Work request: Copy every line below. Do not alter any of them.

..............................

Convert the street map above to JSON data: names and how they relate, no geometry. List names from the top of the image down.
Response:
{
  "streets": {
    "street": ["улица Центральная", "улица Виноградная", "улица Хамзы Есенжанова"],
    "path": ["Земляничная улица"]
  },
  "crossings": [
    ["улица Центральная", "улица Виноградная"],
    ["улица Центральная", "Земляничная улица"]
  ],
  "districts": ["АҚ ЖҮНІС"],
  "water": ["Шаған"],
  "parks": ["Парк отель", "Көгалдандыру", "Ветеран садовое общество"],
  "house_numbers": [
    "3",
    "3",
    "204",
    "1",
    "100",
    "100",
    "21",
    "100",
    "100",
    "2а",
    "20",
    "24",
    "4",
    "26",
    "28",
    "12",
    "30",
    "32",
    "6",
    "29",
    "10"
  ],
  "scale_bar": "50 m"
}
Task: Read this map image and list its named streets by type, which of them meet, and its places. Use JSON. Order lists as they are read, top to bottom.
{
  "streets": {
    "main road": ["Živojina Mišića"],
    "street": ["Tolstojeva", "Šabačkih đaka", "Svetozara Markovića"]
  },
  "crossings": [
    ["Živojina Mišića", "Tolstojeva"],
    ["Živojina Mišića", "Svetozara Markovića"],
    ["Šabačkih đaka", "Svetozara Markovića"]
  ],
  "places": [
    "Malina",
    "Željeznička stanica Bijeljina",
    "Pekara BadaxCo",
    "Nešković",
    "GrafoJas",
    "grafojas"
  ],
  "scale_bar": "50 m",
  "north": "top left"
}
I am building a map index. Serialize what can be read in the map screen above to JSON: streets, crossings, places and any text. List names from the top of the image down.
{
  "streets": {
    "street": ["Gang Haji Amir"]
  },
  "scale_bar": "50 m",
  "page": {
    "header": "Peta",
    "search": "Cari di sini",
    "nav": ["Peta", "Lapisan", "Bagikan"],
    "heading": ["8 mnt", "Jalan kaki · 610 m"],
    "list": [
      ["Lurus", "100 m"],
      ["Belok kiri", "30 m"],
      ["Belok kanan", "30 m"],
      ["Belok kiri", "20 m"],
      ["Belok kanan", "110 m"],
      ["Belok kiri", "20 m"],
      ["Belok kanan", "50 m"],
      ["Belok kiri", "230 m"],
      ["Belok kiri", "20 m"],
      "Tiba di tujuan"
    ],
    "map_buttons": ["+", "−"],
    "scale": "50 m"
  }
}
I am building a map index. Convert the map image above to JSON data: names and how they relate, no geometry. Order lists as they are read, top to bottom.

..............................

Solution for this task:
Convert the street map above to JSON data: names and how they relate, no geometry. List names from the top of the image down.
Response:
{
  "streets": {
    "street": ["улица Центральная", "улица Виноградная", "улица Хамзы Есенжанова"],
    "path": ["Земляничная улица"]
  },
  "crossings": [
    ["улица Центральная", "улица Виноградная"],
    ["улица Центральная", "Земляничная улица"]
  ],
  "districts": ["АҚ ЖҮНІС"],
  "water": ["Шаған"],
  "parks": ["Парк отель", "Көгалдандыру", "Ветеран садовое общество"],
  "house_numbers": [
    "3",
    "3",
    "204",
    "1",
    "100",
    "100",
    "21",
    "100",
    "100",
    "2а",
    "20",
    "24",
    "4",
    "26",
    "28",
    "12",
    "30",
    "32",
    "6",
    "29",
    "10"
  ],
  "scale_bar": "50 m"
}
Task: Read this map image and list its named streets by type, which of them meet, and its places. Use JSON. Order lists as they are read, top to bottom.
{
  "streets": {
    "main road": ["Živojina Mišića"],
    "street": ["Tolstojeva", "Šabačkih đaka", "Svetozara Markovića"]
  },
  "crossings": [
    ["Živojina Mišića", "Tolstojeva"],
    ["Živojina Mišića", "Svetozara Markovića"],
    ["Šabačkih đaka", "Svetozara Markovića"]
  ],
  "places": [
    "Malina",
    "Željeznička stanica Bijeljina",
    "Pekara BadaxCo",
    "Nešković",
    "GrafoJas",
    "grafojas"
  ],
  "scale_bar": "50 m",
  "north": "top left"
}
I am building a map index. Serialize what can be read in the map screen above to JSON: streets, crossings, places and any text. List names from the top of the image down.
{
  "streets": {
    "street": ["Gang Haji Amir"]
  },
  "scale_bar": "50 m",
  "page": {
    "header": "Peta",
    "search": "Cari di sini",
    "nav": ["Peta", "Lapisan", "Bagikan"],
    "heading": ["8 mnt", "Jalan kaki · 610 m"],
    "list": [
      ["Lurus", "100 m"],
      ["Belok kiri", "30 m"],
      ["Belok kanan", "30 m"],
      ["Belok kiri", "20 m"],
      ["Belok kanan", "110 m"],
      ["Belok kiri", "20 m"],
      ["Belok kanan", "50 m"],
      ["Belok kiri", "230 m"],
      ["Belok kiri", "20 m"],
      "Tiba di tujuan"
    ],
    "map_buttons": ["+", "−"],
    "scale": "50 m"
  }
}
I am building a map index. Convert the map image above to JSON data: names and how they relate, no geometry. Order lists as they are read, top to bottom.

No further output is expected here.